After I posted my comment, I realized that my words suggested that I personally need a significant overhaul. While this is fundamentally true, I was trying to convey that I largely agree with Pielke Sr. and Curry.

Willy Pete
Reply to  Larry Kummer, Editor
October 4, 2017 2:36 pm

More reason to expect next step will be down rather than up.
Increased CO2 has had practically no effect at all, ie it is undetectable. For 32 years after 1945, the world cooled dramatically, despite rising CO2. Then after the PDO flip of 1977, earth warmed slightly for about 20 years. In this century, it has stayed flat or, allowing for El Ninos, cooled slightly.
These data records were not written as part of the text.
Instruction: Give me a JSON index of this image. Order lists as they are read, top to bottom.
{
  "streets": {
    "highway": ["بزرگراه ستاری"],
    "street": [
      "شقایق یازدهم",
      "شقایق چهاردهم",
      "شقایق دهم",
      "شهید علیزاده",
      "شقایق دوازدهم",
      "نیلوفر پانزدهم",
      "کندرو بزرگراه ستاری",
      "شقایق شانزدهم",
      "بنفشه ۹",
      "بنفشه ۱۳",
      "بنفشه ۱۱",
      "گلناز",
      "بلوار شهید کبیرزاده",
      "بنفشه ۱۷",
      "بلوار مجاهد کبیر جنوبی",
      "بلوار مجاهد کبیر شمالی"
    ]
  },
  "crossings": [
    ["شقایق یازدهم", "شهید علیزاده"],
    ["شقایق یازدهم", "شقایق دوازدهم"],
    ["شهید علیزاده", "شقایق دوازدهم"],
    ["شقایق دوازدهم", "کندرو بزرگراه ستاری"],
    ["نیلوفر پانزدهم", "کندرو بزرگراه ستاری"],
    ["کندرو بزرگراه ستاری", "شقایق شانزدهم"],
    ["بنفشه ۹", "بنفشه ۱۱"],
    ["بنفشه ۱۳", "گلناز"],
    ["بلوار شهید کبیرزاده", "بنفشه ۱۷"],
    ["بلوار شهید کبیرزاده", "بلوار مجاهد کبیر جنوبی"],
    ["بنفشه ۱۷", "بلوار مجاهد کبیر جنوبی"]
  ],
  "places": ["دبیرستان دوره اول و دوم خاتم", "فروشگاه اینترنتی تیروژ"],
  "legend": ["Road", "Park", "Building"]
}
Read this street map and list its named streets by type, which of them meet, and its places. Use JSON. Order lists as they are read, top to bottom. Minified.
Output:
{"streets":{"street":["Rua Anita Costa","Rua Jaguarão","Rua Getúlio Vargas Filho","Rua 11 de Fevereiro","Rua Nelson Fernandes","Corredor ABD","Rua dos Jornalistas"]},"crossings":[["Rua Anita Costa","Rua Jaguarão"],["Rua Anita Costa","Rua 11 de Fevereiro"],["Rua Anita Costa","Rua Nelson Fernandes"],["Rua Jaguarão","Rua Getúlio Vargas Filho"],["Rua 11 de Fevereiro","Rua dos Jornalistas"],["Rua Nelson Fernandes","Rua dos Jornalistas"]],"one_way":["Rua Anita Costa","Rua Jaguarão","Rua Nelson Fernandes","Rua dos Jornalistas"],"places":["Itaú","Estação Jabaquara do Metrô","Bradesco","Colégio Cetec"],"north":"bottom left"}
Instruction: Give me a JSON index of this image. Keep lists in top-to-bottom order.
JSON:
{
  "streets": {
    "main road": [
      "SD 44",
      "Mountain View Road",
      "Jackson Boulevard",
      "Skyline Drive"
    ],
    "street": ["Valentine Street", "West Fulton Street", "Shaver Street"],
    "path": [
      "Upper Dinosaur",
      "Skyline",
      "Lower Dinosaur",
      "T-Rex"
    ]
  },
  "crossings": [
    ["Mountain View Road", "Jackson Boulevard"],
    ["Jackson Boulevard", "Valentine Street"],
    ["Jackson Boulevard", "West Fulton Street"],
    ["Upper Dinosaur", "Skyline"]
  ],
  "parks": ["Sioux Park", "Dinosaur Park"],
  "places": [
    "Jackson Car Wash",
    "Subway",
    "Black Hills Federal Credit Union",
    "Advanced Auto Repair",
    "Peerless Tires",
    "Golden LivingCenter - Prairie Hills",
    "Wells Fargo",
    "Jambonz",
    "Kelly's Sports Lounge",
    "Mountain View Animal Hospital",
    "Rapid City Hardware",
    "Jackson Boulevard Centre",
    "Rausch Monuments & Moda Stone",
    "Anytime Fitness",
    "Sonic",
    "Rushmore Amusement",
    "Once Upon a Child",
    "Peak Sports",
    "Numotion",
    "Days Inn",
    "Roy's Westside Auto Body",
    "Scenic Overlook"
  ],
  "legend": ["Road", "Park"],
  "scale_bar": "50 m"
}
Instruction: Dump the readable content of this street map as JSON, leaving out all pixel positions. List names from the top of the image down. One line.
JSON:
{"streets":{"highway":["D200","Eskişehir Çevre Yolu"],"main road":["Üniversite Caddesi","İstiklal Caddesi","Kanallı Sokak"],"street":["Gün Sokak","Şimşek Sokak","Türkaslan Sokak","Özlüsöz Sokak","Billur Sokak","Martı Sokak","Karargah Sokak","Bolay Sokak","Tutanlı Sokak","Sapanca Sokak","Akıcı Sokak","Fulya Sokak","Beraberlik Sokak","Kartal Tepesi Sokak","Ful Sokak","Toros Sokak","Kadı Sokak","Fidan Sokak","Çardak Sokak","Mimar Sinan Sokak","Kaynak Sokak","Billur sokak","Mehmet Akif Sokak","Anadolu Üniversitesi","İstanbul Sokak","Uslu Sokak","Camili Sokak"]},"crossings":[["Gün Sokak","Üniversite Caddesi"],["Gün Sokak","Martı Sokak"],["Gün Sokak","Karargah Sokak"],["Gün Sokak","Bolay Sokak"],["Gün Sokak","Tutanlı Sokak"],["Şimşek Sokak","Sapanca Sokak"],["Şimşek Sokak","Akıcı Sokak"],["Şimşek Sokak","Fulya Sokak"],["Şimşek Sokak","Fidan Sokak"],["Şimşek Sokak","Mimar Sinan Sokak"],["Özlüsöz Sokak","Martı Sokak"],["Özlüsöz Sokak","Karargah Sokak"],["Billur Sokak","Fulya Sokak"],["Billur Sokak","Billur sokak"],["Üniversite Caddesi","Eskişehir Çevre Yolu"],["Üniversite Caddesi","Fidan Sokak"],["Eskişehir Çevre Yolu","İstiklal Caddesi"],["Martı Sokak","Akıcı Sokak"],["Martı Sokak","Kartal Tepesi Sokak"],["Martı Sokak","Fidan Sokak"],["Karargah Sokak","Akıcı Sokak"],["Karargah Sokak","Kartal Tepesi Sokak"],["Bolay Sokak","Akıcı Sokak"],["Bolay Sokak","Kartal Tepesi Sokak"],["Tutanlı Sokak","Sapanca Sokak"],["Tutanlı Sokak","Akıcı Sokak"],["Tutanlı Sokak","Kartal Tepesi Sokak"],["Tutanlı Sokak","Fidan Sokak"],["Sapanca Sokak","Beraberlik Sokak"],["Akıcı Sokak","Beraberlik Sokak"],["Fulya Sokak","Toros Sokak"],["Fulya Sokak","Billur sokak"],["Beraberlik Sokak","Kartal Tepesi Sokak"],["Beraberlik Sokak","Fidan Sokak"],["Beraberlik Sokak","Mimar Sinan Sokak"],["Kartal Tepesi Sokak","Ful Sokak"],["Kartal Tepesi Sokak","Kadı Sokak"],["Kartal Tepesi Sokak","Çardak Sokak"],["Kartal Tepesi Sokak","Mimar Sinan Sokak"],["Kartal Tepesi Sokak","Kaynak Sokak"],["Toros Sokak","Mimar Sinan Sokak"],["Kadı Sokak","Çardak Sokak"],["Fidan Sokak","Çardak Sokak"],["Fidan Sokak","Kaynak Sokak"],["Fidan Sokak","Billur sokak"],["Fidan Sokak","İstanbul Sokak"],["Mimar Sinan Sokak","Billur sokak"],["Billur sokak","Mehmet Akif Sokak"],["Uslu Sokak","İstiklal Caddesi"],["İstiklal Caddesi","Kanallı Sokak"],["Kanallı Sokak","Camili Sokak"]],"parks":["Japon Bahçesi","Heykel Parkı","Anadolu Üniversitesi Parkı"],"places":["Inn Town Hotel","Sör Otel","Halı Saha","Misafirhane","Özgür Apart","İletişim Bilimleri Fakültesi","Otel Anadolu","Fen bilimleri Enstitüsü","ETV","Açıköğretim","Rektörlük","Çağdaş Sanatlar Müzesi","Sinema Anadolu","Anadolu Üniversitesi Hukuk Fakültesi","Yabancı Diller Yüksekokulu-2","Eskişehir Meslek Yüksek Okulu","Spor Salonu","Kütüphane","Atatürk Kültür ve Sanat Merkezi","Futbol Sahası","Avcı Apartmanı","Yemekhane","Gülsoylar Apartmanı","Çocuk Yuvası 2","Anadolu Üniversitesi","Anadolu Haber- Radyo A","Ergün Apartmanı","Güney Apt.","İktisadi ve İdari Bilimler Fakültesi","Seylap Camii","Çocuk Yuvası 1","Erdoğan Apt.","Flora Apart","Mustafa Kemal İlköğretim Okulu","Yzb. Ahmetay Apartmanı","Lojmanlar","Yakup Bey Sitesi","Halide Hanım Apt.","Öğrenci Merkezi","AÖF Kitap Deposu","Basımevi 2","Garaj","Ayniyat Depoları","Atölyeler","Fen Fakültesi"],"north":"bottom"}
Again all during rising CO2.

October 4, 2017 5:44 am

This does not mean that the world is saved. It does not mean that no public policy changes are needed to get us through the difficult decades ahead — as economic growth and population growth (perhaps to 10 billion people) puts immense stress on Earth’s ecology.

Come back to Earth’s surface Larry. There has been enough societal scale human experiments to conclude Malthusian ideas run into conflict with human rights. The mankind is doing fine without yet another experiment. The birth rate is in steady decline and population growth rate remains positive mostly due to increasing life-expectancy:comment imagecomment image

Reply to  jaakkokateenkorva
October 4, 2017 7:29 am

jaakkokateenkorva,
(1) What is the point of that graph? Do you believe that demographers making global population forecasts don’t know that trend?
(2) “Malthusian ideas”
First, the idea that increased population density causes environmental stress is a fact — not a ” “Malthusian idea.” Second, there is no guarantee that a second and third “green revolution” will come just because we need it. Scientific progress cannot be assumed to come when and how we need it.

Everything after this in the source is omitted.